Angeblich doch, siehe untenstehende Mail. habe ich heute Mittag erhalten.
Gruß
Stieglitz





Allgemeine News. Mittwoch, März 03, 2004
******************************************************************

1. Kein Verpacken vor Kaspersky!
2. Wie können Sie die News-Services abonnieren bzw. abbestellen?
3. Sicherheitsregeln

****

1. Kein Verpacken vor Kaspersky!

Kaspersky Labs, ein international führender Experte im Bereich IT-Sicherheit zum Schutz vor Viren, Hacker-Attacken und Spam, präsentiert die weltweit erste Technologie für den Kampf gegen eine neue Generation von Netz-Würmern, die sich in passwortgeschützten ZIP-Archiven ausbreiten.

Die Verbreitung von Malware in geschützten ZIP-Archiven erschwert deutlich die Neutralisierung. Zunächst benötigt man eine erfolgreiche Passwort-Generierung zum Scannen solcher Dateien. Danach verbraucht die eigentliche Daten-Überprüfung viele System-Ressourcen und senkt demnach die Leistung des Computers beachtlich.
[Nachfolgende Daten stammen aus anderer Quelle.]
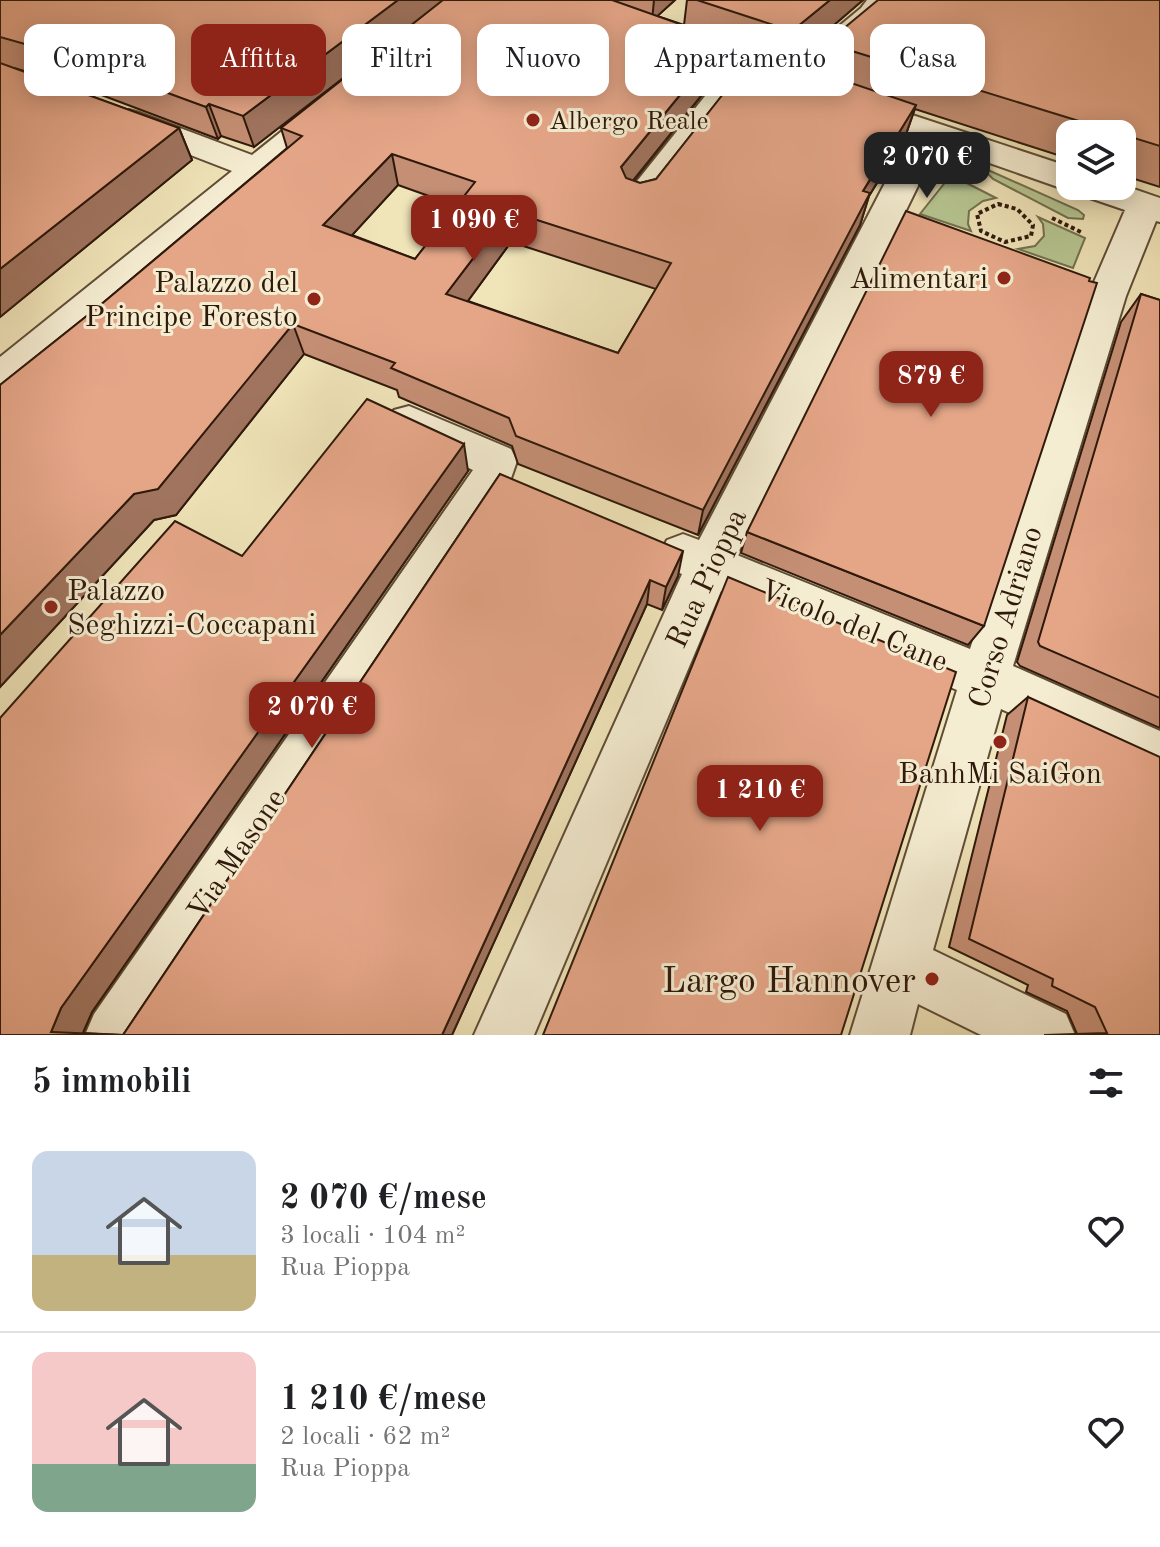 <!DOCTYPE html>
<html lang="it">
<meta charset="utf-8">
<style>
:root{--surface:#fff;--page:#f6f6f6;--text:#202124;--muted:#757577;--line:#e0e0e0;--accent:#8f2418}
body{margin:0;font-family:"Old Standard TT",serif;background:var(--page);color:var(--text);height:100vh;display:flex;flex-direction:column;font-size:30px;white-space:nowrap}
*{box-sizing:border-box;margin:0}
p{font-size:26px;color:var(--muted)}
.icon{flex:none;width:44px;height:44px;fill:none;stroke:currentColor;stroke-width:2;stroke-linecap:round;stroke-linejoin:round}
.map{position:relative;height:1035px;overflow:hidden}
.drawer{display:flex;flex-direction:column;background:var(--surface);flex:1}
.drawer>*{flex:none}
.hud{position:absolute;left:24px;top:24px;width:1112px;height:72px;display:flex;gap:16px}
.controls{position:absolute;left:1056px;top:120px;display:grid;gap:16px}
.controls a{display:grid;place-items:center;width:80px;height:80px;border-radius:16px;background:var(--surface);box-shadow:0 4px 20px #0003;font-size:40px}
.price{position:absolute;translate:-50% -68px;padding:0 18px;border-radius:16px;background:var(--accent);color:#fff;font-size:26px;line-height:52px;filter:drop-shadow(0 2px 4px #0008)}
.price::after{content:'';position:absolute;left:50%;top:48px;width:24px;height:18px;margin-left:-12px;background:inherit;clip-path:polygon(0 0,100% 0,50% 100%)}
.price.on{background:#222;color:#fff}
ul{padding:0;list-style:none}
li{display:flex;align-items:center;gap:24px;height:200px;padding:0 32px}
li+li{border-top:2px solid var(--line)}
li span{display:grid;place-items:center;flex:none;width:224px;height:160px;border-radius:16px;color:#555}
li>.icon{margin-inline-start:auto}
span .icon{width:96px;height:96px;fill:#fffc;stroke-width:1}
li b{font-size:34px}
h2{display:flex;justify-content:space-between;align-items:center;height:96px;padding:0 32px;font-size:34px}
.tag{padding:0 28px;border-radius:16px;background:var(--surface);box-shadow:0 4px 20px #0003;font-size:28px;line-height:72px}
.tag.on{background:var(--accent);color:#fff}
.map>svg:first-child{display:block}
</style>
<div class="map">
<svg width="1160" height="1035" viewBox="0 0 1160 1035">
<rect width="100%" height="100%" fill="#f0e4b9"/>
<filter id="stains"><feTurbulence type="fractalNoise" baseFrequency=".0025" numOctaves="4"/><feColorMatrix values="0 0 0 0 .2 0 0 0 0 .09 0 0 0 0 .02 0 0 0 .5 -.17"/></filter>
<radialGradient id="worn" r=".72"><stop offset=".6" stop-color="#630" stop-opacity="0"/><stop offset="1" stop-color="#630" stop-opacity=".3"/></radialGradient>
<path fill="#b6c591" stroke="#726f4e" stroke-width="2" d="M988,170L1078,210L1084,215L1083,219L1068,218L993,179L985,171Z
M951,175L996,198L983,201L969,211L968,224L971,231L920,214Z
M1038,217L1085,238L1073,268L1018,249L1035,246L1044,236L1043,224Z"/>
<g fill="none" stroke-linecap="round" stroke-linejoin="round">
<g stroke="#5f4c36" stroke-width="4">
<path id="minor" d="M540,0H581L785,71L861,8L867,0H895L882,20L811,80L817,87L812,94L801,96L750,79L651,208L639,211L627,208L622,200L725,71L544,6Z
M333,96L344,99L349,106L344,113L14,390L0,394V357L232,171L118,127L113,120L118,113L129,110L140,113L252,155L322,99Z
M900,111L1070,167V186L1122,185L1160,198V222L1156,221L1126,296L1013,666L1160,731V782L1001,709L933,950L1066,1014L1075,1035H981L918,1004L910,1035H850L957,690L721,591L534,1035H474L682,574L667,568L660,554L667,540L683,534L699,540L910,135L889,128L884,121L889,114ZM938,145L1058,187L1075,189L1078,194L1125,210L1088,296L970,649L737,555Z
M409,406L511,449L517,461L508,487L150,1035H85L94,1014L473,470L394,434L388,422L394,410Z"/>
</g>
<path stroke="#2f190b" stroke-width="4" stroke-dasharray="4 3" stroke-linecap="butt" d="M998,204L1017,209L1033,225L1031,236L1005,242L981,231L977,214Z
M1052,218L1083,233"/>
<use href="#minor" fill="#f5edd2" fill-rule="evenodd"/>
</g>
<path fill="#c58f75" stroke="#2f190b" stroke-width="2" fill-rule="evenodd" d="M0,0H675L657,16L684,25L687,0H863L791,62L819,72L826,43L1160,0V187L1122,175V134H1070V159L915,109L905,137L869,196L860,225L698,535L518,464L512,446L399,397L397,390L304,354L176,515L154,520L0,687V385L98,307L287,148L281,128L391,41L254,147L221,136L218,139L83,88L14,68L179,128L192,160L0,317ZM725,46L754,56L656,179L640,183L634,181L721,71ZM398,185L457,206L415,259L352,235ZM511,242L656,289L618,353L468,301Z
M1141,294L1160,300V728L1020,666L1017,662L1121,322Z
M468,471L92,1012L83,1033L123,1035L500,474L678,576L662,610L647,604L452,1035H0L242,556Z
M747,532L984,626L968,645L741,553Z
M1028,697L1160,1035L1077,1034L1067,1011L1026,992L1028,985L949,947L1007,715Z"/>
<path fill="#a0745f" stroke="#2f190b" stroke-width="2" d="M398,0H444L254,147L243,116Z
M654,0H675L652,21Z
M830,0H863L785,67L792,31Z
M725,40L721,71L619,198L621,167Z
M209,104L221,136L218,139L206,107Z
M916,105L905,137L869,196L860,225L698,535L703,510L863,191Z
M179,128L192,160L0,317V269Z
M392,154L398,185L333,256L323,225Z
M509,211L511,242L451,324L446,294Z
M293,324L304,354L176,515L154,520L0,687V635L134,494Z
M464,444L468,471L92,1012L82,1035L51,1032L61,1008Z
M683,551L678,576L662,610L666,587Z
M650,580L647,604L452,1035H442Z"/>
<path fill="#e5a688" stroke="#2f190b" stroke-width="2" fill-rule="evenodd" d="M0,0H398L243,116L209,104L206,107L67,56L0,37Z
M443,0H612L725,40L621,167L626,178L640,183L656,179L757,51L916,105L863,191L870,193L703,510L516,436L509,418L391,368L395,363L293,324L158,489L134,494L0,635V385L98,307L302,136L281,128ZM392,154L475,182L415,259L323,225ZM509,211L671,263L618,353L446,294Z
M697,0H830L792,31Z
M878,0H1160V146L826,43Z
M0,63L179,128L0,269Z
M906,211L1090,278L1089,281L1097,283L984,626L747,532Z
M1141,294L1160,300V698L1040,646L1038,642Z
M367,399L464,444L61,1008L51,1032L123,1035L500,474L683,551L666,587L650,580L442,1035H0V718L175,521L242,556Z
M728,577L956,672L841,1035H543Z
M1028,697L1160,757V1035H1044L1107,1033L1095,1007L1052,986L1053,979L969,939Z"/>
<g fill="#8f2418" stroke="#f5edd2" stroke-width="3">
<circle cx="533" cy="120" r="8"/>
<circle cx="1004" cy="278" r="8"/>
<circle cx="314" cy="299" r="8"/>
<circle cx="51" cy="607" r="8"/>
<circle cx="1000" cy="742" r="8"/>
<circle cx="932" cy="979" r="8"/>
</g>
<g text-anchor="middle" stroke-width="6" stroke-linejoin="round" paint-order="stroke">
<g font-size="26" fill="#2f190b" stroke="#f5edd2" text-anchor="start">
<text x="549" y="129">Albergo Reale</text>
</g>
<g font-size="30" fill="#2f190b" stroke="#f5edd2" text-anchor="end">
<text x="988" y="288">Alimentari</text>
<text x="298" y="292">Palazzo del<tspan x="298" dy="34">Principe Foresto</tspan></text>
<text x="67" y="600" text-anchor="start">Palazzo<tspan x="67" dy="34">Seghizzi-Coccapani</tspan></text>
<text x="1000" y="783" text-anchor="middle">BanhMi SaiGon</text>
</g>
<g font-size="30" fill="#2f190b" stroke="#f5edd2">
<text transform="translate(706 578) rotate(-65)" y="10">Rua Pioppa</text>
<text transform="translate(1005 617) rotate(-73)" y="10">Corso Adriano</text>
<text transform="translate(854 625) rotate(22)" y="10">Vicolo del Cane</text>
<text transform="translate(236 854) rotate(-56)" y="10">Via Masone</text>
</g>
<g font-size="36" fill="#2f190b" stroke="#f5edd2" text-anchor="end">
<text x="916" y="992">Largo Hannover</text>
</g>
</g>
<rect width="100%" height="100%" filter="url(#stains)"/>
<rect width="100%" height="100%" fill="url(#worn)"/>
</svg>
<div class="controls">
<a><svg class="icon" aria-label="layers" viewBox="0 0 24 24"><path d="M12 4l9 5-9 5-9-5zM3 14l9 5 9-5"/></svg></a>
</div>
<b class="price on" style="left:927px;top:200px">2 070 €</b>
<b class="price" style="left:474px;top:263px">1 090 €</b>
<b class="price" style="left:931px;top:419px">879 €</b>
<b class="price" style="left:312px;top:750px">2 070 €</b>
<b class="price" style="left:760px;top:833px">1 210 €</b>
<div class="hud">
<a class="tag">Compra</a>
<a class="tag on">Affitta</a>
<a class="tag">Filtri</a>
<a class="tag">Nuovo</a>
<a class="tag">Appartamento</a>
<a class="tag">Casa</a>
</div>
</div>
<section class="drawer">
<h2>5 immobili<svg class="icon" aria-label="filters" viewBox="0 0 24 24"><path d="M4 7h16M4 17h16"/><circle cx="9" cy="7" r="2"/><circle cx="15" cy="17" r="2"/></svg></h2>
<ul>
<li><span style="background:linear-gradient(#c9d6e8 65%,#c2b280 0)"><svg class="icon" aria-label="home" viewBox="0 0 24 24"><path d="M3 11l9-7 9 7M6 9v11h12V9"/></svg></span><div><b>2 070 €/mese</b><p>3 locali · 104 m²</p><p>Rua Pioppa</p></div><svg class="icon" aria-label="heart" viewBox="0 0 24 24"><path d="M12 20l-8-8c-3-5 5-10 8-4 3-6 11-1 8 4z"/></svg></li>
<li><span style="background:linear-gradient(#f6c9c9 70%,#7fa58c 0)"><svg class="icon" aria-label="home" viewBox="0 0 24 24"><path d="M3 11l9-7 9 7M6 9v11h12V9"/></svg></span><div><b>1 210 €/mese</b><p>2 locali · 62 m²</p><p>Rua Pioppa</p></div><svg class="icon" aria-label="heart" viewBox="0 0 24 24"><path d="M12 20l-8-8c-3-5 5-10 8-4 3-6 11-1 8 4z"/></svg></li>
</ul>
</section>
Die erste Malware, die sich in passwortgeschützten ZIP-Archiven ausbreitete, war der im Sommer 2003 entdeckte Mail-Wurm 'Fearso'. Seine
24 Modifizierungen machten ihn allerdings nicht so richtig berühmt.
Die letzten Muster des Wurms 'Beagle' (Versionen F, G, H, I, J), die in der Zeit vom 27. Februar - 3. März 2004 entdeckt wurden, haben allerdings die Bedrohung durch diese Art von Malware ins Gedächtnis zurückgerufen.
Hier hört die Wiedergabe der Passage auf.